═════ EXERCISE INPUTS
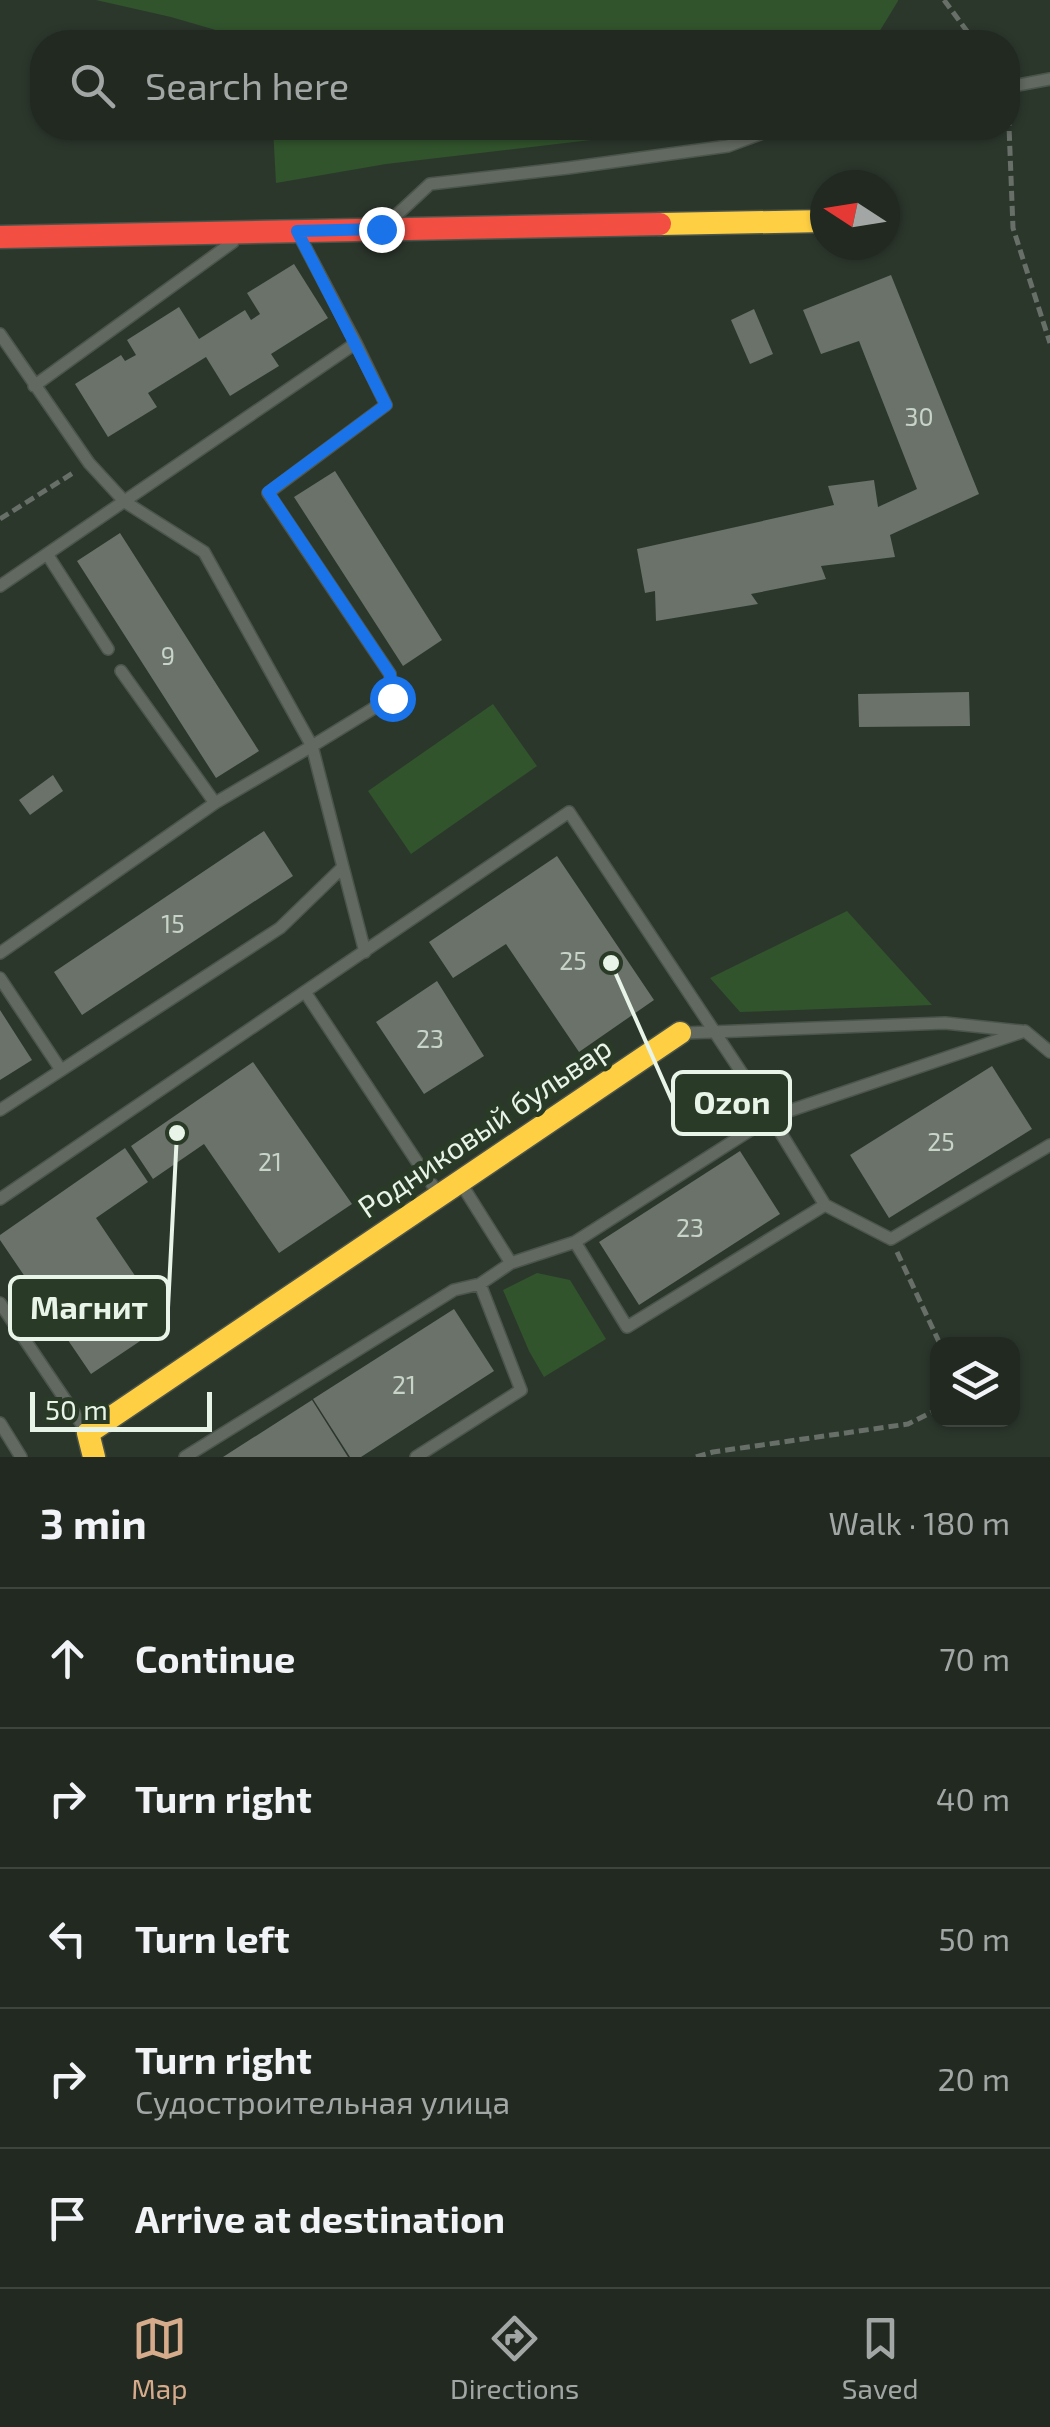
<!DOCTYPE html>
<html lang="en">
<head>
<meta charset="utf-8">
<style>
	:root { --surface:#212921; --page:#29312a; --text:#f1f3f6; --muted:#a2a6a5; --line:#3e453f; --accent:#d6ab8b }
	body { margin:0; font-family:"Exo 2",sans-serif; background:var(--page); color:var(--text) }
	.controls { position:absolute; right:30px; bottom:30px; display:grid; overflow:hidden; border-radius:20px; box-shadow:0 2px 8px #0004 }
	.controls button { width:90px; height:90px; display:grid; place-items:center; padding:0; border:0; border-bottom:2px solid var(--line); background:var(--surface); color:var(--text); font:50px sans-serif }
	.compass { position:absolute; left:810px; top:170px; width:90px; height:90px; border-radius:50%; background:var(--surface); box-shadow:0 2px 8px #0004; rotate:282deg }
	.scale { position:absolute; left:30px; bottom:25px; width:182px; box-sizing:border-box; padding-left:10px; border:5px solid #e8f4e7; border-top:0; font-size:28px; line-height:35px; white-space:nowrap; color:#e8f4e7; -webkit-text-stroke:8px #293b27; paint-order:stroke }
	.stop { position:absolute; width:30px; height:30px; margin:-22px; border:8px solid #1a73e8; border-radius:50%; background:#fff }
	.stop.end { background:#1a73e8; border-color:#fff; box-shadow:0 2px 10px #0008 }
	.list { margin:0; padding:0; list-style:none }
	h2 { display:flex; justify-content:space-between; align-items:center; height:130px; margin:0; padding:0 40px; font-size:42px }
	h2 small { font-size:32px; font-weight:400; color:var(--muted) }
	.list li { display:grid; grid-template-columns:65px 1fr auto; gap:30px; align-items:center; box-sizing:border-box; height:140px; padding:0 40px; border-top:2px solid var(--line) }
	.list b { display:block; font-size:38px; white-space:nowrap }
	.list p { margin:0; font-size:32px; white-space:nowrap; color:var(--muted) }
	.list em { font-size:32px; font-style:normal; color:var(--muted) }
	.icon { flex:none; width:55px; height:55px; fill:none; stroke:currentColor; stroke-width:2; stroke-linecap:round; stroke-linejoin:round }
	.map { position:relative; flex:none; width:1050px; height:1457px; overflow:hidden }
	.search { position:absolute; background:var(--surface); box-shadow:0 2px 8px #0004; left:30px; right:30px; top:30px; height:110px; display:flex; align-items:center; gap:25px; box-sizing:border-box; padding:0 35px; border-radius:40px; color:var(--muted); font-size:38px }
	.sheet { height:830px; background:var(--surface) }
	nav { display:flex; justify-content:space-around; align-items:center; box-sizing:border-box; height:140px; border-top:2px solid var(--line); background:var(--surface); font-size:28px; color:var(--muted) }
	nav a { display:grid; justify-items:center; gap:5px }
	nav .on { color:var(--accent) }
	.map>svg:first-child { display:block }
	.green { fill:#31542d }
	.building { fill:#6a7269 }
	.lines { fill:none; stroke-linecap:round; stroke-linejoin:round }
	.lane-casing { stroke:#4c554b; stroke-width:14 }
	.slow-casing { stroke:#4c554b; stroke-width:25 }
	.jam-casing { stroke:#4c554b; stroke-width:25 }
	.path { stroke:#686e68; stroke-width:5; stroke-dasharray:10 5; stroke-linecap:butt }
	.lane { stroke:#626960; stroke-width:11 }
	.slow { stroke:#ffcf43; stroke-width:22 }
	.jam { stroke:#f24e42; stroke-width:22 }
	.route { stroke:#1a73e8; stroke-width:12 }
	.labels { text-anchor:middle; stroke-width:10; stroke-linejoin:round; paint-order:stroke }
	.number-label { font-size:25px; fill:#c8d4c8 }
	.street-label { font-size:30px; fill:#e8f4e7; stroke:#293b27 }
	.leader { fill:none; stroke:#e8f4e7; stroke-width:4 }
	.callout-dot { fill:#e8f4e7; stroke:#293b27; stroke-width:4 }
	.callout { fill:#293b27; stroke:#e8f4e7; stroke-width:4 }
	.callout-label { font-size:32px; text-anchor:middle; font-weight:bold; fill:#e8f4e7 }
</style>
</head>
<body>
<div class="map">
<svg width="1050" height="1457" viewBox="0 0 1050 1457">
	<rect width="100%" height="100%" fill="#2c372c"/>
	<path class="green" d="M96 0H898V1L873 42H257L171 17Z
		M273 128H693L386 164 276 183Z
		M493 704 537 766 411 854 368 791Z
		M847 911 932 1005 740 1012 710 978Z
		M537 1273 570 1280 606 1339 544 1377 529 1351 503 1290Z"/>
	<path class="building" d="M294 264 328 318 271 354 279 366 230 396 206 357 148 393 157 407 108 437 75 384 121 355 125 361 136 355 127 340 179 307 199 339 245 310 251 320 260 314 247 293Z
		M891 275 979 494 890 535 895 557 821 566 826 579 751 594 758 604 656 621 655 591 645 593 637 549 834 505 828 486 874 480 878 507 917 489 859 341 821 354 803 310Z
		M754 309 773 354 750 364 731 320Z
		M335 471 442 640 403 666 294 497Z
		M120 533 259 751 216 778 77 561Z
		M969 692 970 726 859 727 858 694Z
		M53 775 63 791 30 815 19 800Z
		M264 831 293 876 82 1015 54 972Z
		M557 856 654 1000 579 1052 506 944 453 978 429 942Z
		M437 981 484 1056 424 1094 376 1022Z
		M0 1010 32 1060 0 1080Z
		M253 1062 352 1204 279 1253 204 1144 153 1179 131 1146Z
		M992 1066 1032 1129 889 1218 850 1155Z
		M125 1148 148 1182 96 1218 167 1323 91 1374 0 1240V1235Z
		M740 1151 780 1214 639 1305 599 1242Z
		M454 1309 494 1371 361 1457H350L313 1399Z
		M312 1400 348 1457H223Z"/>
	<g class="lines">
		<g class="lane-casing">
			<path id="lane" d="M1008 87 1050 79
				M388 223 430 184 568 168 728 146 776 128
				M0 334 89 463 125 502 204 552 312 746 215 803 0 953
				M34 386 233 242
				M47 554 108 649
				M0 586 356 343 300 237
				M121 671 215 803
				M343 867 365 952
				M0 978 61 1070
				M305 992 437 1192
				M1025 1031 1050 1052
				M685 1033 945 1023 1021 1031
				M0 1110 280 928 343 867 312 746 392 697 390 674 268 493 386 405 356 343
				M0 1199 569 812 771 1117 825 1205 891 1239 1050 1145
				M575 1242 627 1327 825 1205
				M511 1263 575 1242 771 1117 1025 1031
				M0 1303 85 1429
				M0 1423 21 1457
				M185 1457 454 1290 480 1284 511 1263 462 1185
				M416 1457 521 1390 480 1284"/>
		</g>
		<g class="slow-casing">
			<path id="slow" d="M660 224 825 221
				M94 1457 88 1433 680 1033"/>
		</g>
		<g class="jam-casing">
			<path id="jam" d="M0 237 660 224"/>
		</g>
		<path class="path" d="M944 0 975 42
			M1008 101 1013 228 1050 343
			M0 519 73 473
			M897 1252 940 1344
			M696 1457 713 1452 908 1424 938 1409"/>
		<use href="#lane" class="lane"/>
		<use href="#slow" class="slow"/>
		<use href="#jam" class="jam"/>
	</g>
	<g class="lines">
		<path class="route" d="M381 229 297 231 386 405 268 492 390 674 392 698"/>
	</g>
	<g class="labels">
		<g class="number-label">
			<text x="919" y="426">30</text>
			<text x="168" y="665">9</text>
			<text x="173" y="933">15</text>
			<text x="573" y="970">25</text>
			<text x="430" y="1048">23</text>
			<text x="941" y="1151">25</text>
			<text x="270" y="1171">21</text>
			<text x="690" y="1237">23</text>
			<text x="404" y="1394">21</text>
		</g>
		<g class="street-label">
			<text transform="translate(485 1128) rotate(-34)" y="10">Родниковый бульвар</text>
		</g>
	</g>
	<path class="leader" d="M611 963L673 1103M177 1133L168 1308"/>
	<g class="callout-dot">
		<circle cx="611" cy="963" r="10"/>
		<circle cx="177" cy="1133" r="10"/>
	</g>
	<g class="callout">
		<rect x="673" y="1072" width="117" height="62" rx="10"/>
		<rect x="10" y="1277" width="158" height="62" rx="10"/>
	</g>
	<g class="callout-label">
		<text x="732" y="1114">Ozon</text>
		<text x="89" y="1319">Магнит</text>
	</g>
</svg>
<div class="controls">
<button><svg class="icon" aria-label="layers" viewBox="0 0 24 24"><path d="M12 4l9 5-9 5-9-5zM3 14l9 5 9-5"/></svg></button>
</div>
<svg class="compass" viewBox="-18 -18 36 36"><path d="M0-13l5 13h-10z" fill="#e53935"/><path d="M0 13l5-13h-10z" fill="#a2a6a5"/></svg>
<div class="scale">50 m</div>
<div class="stop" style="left:392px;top:698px"></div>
<div class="stop end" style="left:381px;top:229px"></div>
<div class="search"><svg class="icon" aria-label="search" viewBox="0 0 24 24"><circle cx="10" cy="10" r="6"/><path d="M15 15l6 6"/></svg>Search here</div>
</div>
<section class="sheet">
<h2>3 min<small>Walk · 180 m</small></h2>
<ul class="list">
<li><svg class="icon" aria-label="ahead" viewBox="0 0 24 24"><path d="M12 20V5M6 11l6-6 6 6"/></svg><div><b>Continue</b></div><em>70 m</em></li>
<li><svg class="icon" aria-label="right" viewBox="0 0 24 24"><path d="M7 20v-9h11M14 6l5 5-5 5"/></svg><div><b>Turn right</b></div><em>40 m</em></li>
<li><svg class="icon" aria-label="left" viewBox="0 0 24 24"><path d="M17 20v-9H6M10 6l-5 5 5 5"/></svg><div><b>Turn left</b></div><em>50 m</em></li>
<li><svg class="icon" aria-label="right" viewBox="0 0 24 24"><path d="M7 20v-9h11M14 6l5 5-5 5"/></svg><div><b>Turn right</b><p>Судостроительная улица</p></div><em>20 m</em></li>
<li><svg class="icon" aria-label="arrive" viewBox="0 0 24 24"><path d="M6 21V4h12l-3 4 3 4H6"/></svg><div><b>Arrive at destination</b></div></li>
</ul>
</section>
<nav>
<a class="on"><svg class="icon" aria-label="map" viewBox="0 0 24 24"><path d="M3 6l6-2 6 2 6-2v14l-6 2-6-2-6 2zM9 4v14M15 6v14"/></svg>Map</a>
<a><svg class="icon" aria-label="directions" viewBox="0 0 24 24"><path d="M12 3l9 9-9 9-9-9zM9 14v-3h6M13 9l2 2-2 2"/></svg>Directions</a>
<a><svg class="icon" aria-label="saved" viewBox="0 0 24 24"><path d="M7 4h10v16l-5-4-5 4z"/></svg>Saved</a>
</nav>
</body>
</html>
══════════
__TASK DETAILS__.
Using the entries above, output exactly the lines between the line holding "background:#1a73e8; border-color:#fff; box-shadow:0" and the line holding "display:block; font-size:38px; white-space:nowrap", end lines included, and nothing more.

__EXERCISE RESPONSE__.
	.stop.end { background:#1a73e8; border-color:#fff; box-shadow:0 2px 10px #0008 }
	.list { margin:0; padding:0; list-style:none }
	h2 { display:flex; justify-content:space-between; align-items:center; height:130px; margin:0; padding:0 40px; font-size:42px }
	h2 small { font-size:32px; font-weight:400; color:var(--muted) }
	.list li { display:grid; grid-template-columns:65px 1fr auto; gap:30px; align-items:center; box-sizing:border-box; height:140px; padding:0 40px; border-top:2px solid var(--line) }
	.list b { display:block; font-size:38px; white-space:nowrap }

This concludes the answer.